Я прочел еще раз строки, написанные дорогим мне человеком, и вспомнил совсем маленький пустяшный, по нынешним меркам, эпизод из его биографии. Был, кажется, конец февраля этой первой жестокой блокадной зимы. Силы наши на исходе. Очередной завтрак с несколькими ложками каши - "шрапнели" и кусочком хлеба уж был съеден, но сил от этого не прибавилось. Азаров, Амурский, Зонин, Тарасенков и я - мы лежим на койках под одеялами, чтобы не растерять крохи тепла. Отворяется дверь, и едва слышными шагами входит в комнату человек. Его трудно узнать, он иссох, почернел лицом, ссутулился. Это Александр Яшин, изменившийся до неузнаваемости после недавней встречи. Теперь он был доставлен с "Ораниенбаумского пятачка". Состояние, как признали врачи, крайне тяжелое - критическое. Туберкулез его пожирает. Спасти может только усиленное питание. А в блокированном Ленинграде - какое может быть питание? Значит, надо на "Большую землю" или смерть в ближайшие дни.
- Ребята, вы что, спите? - и не дожидаясь ответа: - И почему гробовая тишина, не чувствуется творческой жизни? - Он извлек из сумки противогаза маленькую пачку печенья, тот самый доппаек, который ему выдали на дорогу, и обнес, одарил всех нас. - Пользуйтесь моей добротой! - пошутил он, с ласковым прищуром поглядывая на нас.
Наверное, только ленинградцы смогут оценить - легко ли было тогда голодному, полуживому человеку отдать нам печенье. В руках осталась одна обертка. В этом поступке был весь человек. Тут проявилась не просто доброта, а самопожертвование, на какое были тогда способны очень немногие. И этот эпизод запечатлелся навечно в памяти, навечно связался с бесконечно милым мне человеком, Сашей Яшиным, который уехал тогда, но не в тыл, а на Волжскую флотилию - в Сталинград. Из огня да в полымя...

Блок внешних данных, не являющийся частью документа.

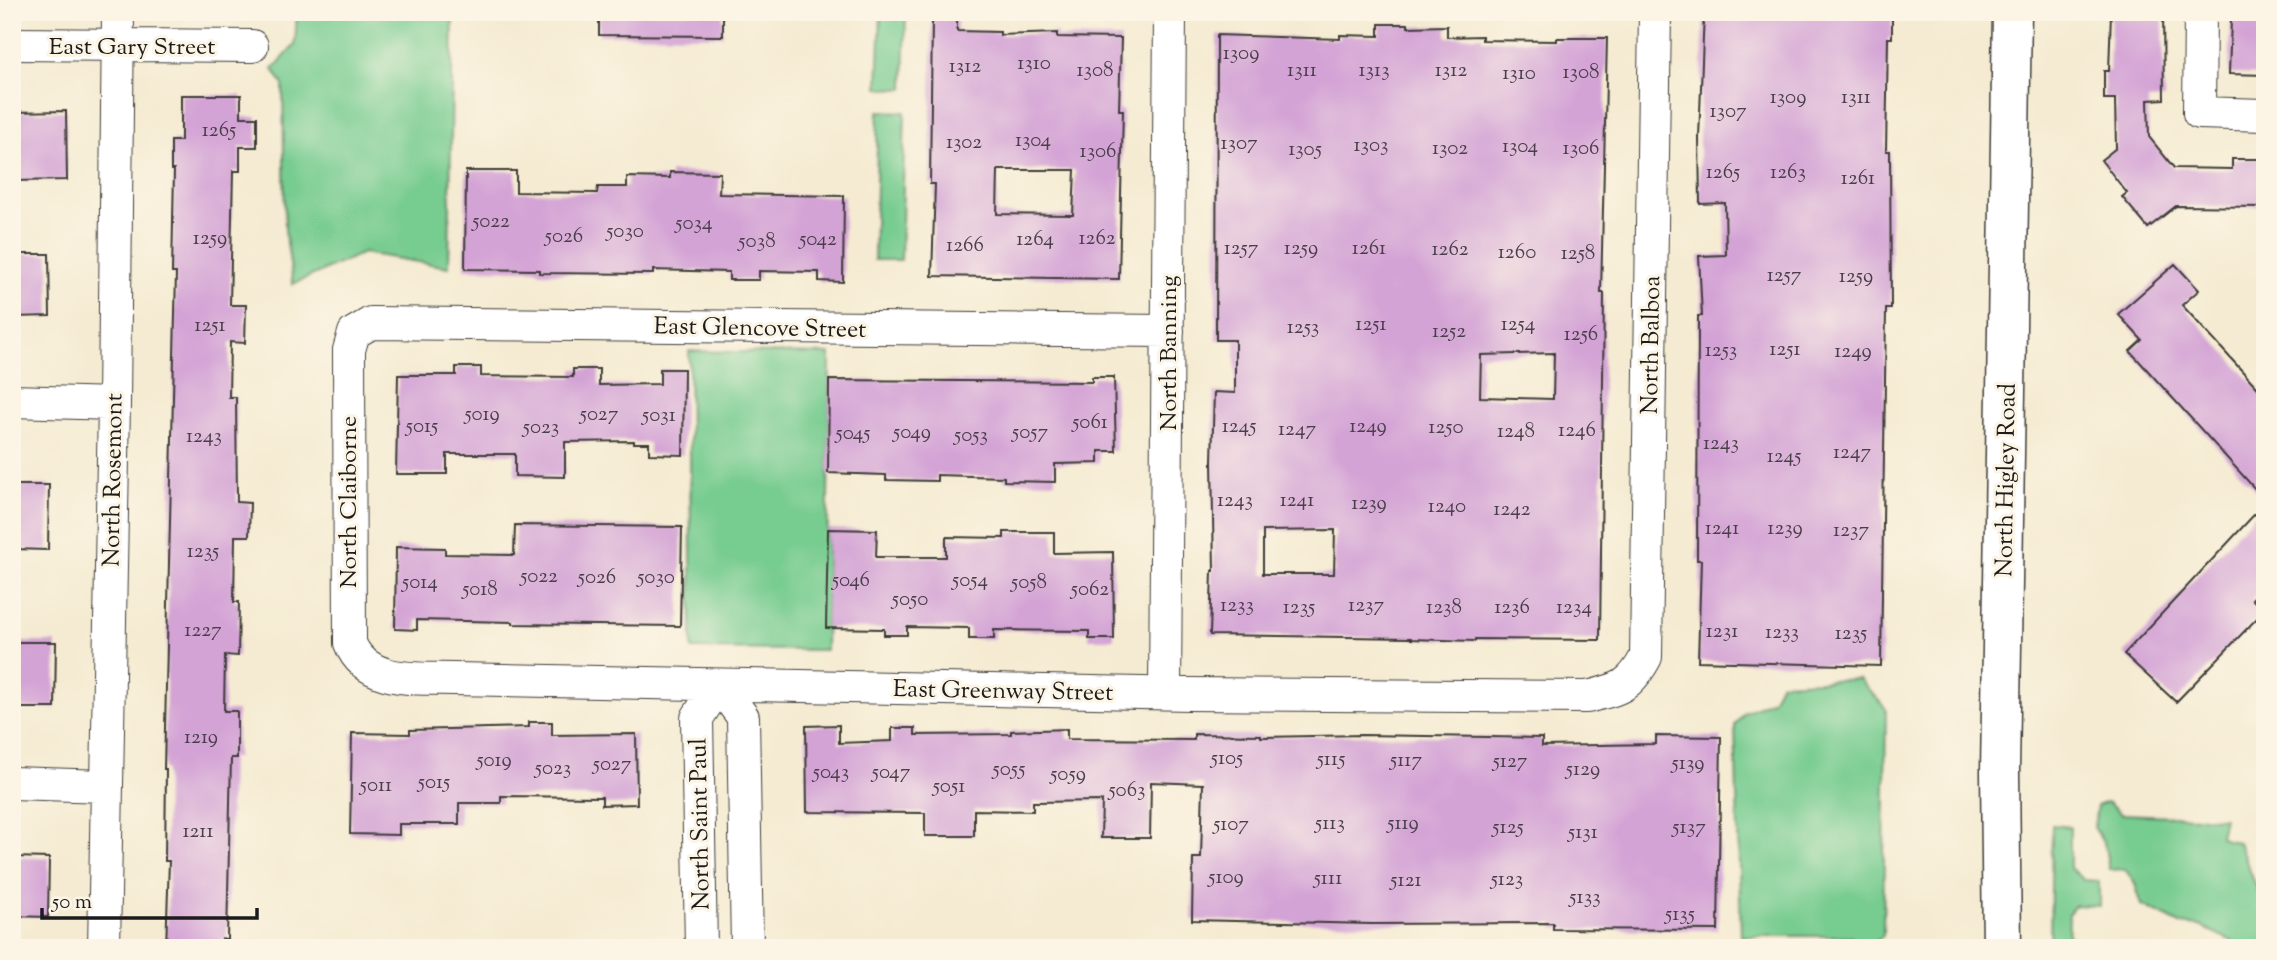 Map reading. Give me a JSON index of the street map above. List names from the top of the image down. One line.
{"streets":{"main road":["North Higley Road"],"street":["East Gary Street","East Glencove Street","North Balboa","North Banning","North Rosemont","North Claiborne","East Greenway Street","North Saint Paul"]},"crossings":[["East Gary Street","North Rosemont"],["East Glencove Street","North Banning"],["East Glencove Street","North Claiborne"],["North Balboa","East Greenway Street"],["North Banning","East Greenway Street"],["North Claiborne","East Greenway Street"],["East Greenway Street","North Saint Paul"]],"house_numbers":["1309","1310","1312","1308","1311","1313","1312","1308","1310","1309","1311","1307","1265","1304","1302","1307","1303","1304","1302","1306","1305","1306","1265","1263","1261","5022","5034","5030","5026","1259","1262","5042","1264","5038","1266","1257","1259","1261","1262","1260","1258","1257","1259","1251","1254","1251","1253","1252","1256","1251","1253","1249","5019","5027","5031","5061","5015","1245","1249","5023","1250","1247","1246","1248","5049","5057","5045","5053","1243","1243","1247","1245","1243","1241","1239","1240","1242","1241","1239","1237","1235","5022","5026","5030","5046","5054","5014","5058","5018","5062","5050","1233","1237","1235","1238","1236","1234","1227","1231","1233","1235","1219","5105","5115","5019","5117","5127","5139","5027","5023","5055","5129","5043","5047","5059","5015","5011","5051","5063","5113","5119","5107","5125","5137","1211","5131","5109","5111","5123","5121","5133","5135"],"scale_bar":"50 m"} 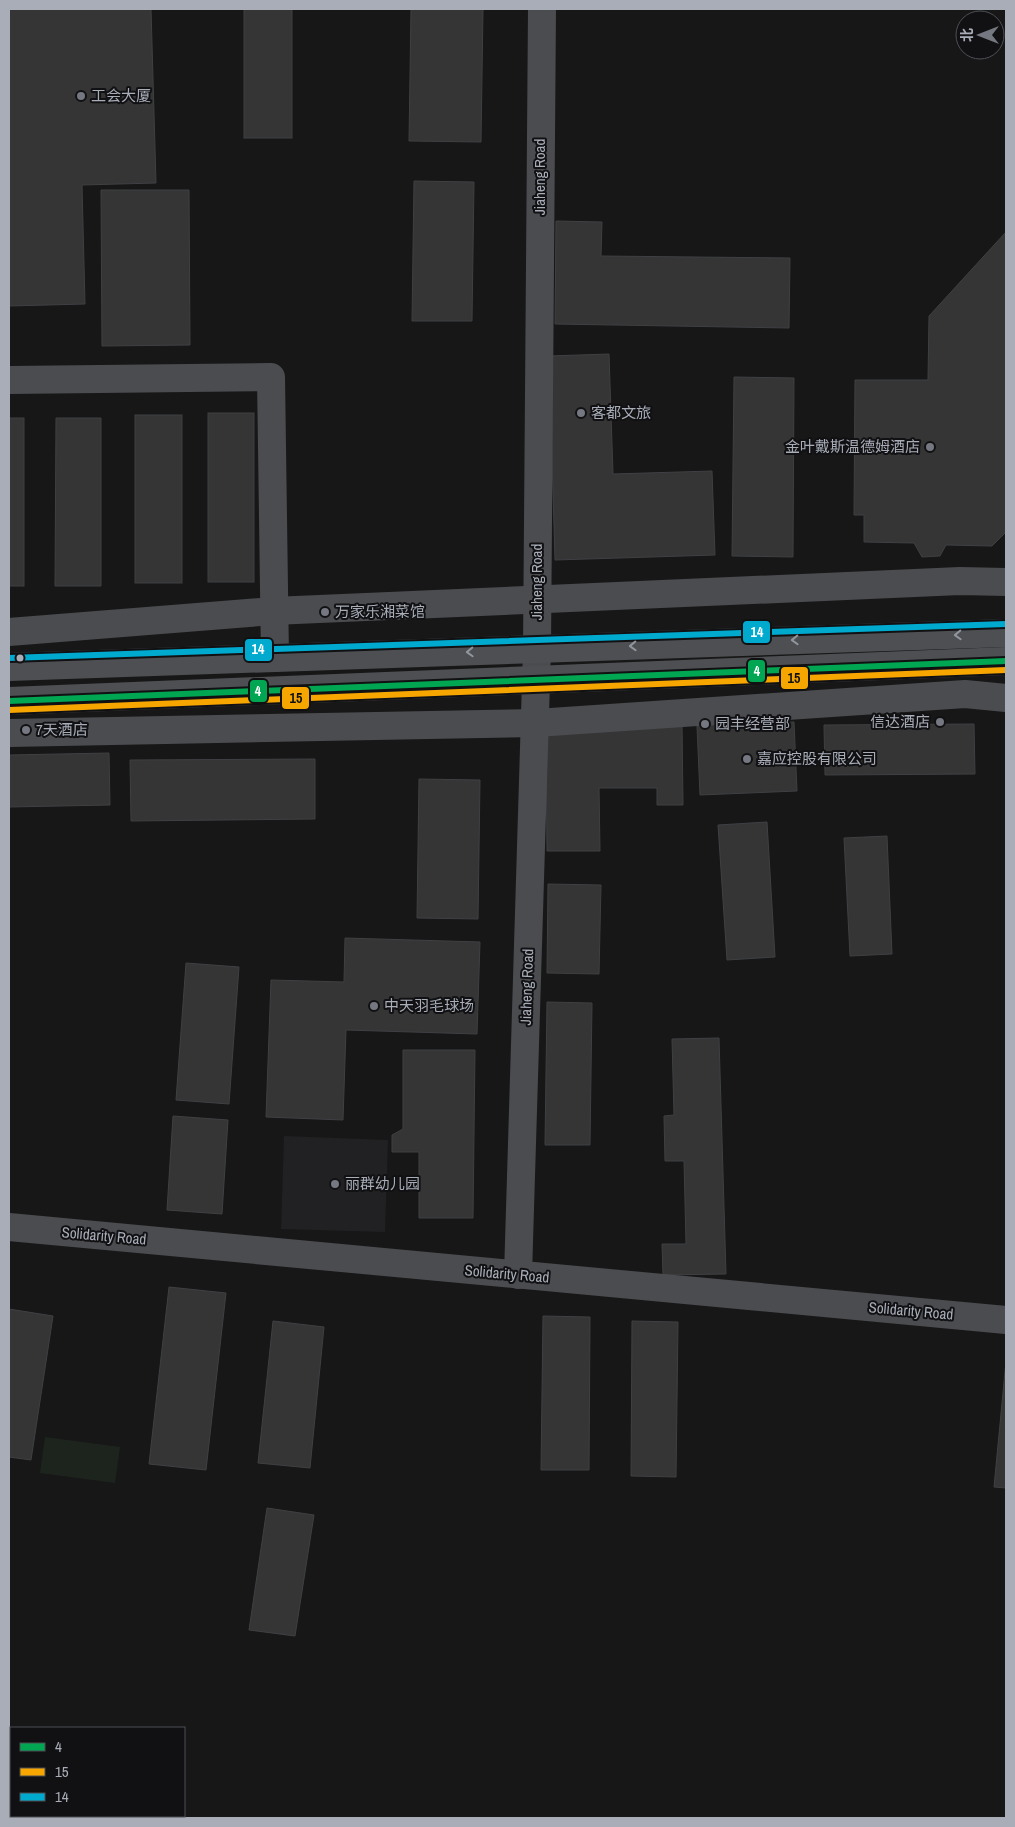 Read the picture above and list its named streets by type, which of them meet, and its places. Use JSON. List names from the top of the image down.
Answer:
{
  "streets": {
    "street": ["Jiaheng Road", "Solidarity Road"]
  },
  "crossings": [
    ["Jiaheng Road", "Solidarity Road"]
  ],
  "places": [
    "工会大厦",
    "客都文旅",
    "金叶戴斯温德姆酒店",
    "万家乐湘菜馆",
    "信达酒店",
    "园丰经营部",
    "7天酒店",
    "嘉应控股有限公司",
    "中天羽毛球场",
    "丽群幼儿园"
  ],
  "lines": ["transit line 14", "transit line 4", "transit line 15"],
  "legend": ["4", "15", "14"],
  "north": "left"
}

О Ленинграде в зимнюю пору сорок первого года писали сотни и сотни раз. Но у всякого человека, пережившего это время, есть свои воспоминания об этом страшном времени. Я помню, когда мы с Вишневским и Тарасенковым написали коллективную корреспонденцию в "Правду" и я готовился к дальнему походу с Васильевского острова на Херсонскую улицу, 12, где находился корпункт "Правды". Всеобщая дистрофия давала себя знать - мы обессилели, казалось, даже застегнуть пуговицы - и то тяжело, не поднимались руки, чтобы нарубить на щепки какие-то детали мебели от столов, шкафов в учебных аудиториях академии. Твердое дерево раскалывалось с трудом, удары топора были какими-то детскими, беспомощными. А всякий выход на улицу, на страшный мороз требовал особого усилия воли. Я собрал листы нашей коллективной корреспонденции, сунул их в полевую сумку, долго подпоясывался ремнем, в надежде, что мороз не проникнет под полушубок, и мечтал только об одном - как было бы хорошо вот сейчас закрыть глаза и сразу оказаться в корпункте "Правды", вручить статью Фаине Яковлевне Котлер, которая невесть как умудрялась поддерживать связь с Москвой, передавать туда наши материалы, увидеть наших блокадных старожилов - корреспондента "Правды" Николая Ивановича Воронова, человека удивительной стойкости, выдержки, и директора типографии Николая Александровича Куликова, получить из его рук свежий номер "Правды", если по пути из Москвы самолет с матрицами не сбили немецкие "мессершмитты", после чего снова очутиться здесь же, в мрачном, сером здании Военно-морской академии им. Ворошилова. Мрачном, но своем, в какой-то мере обжитом.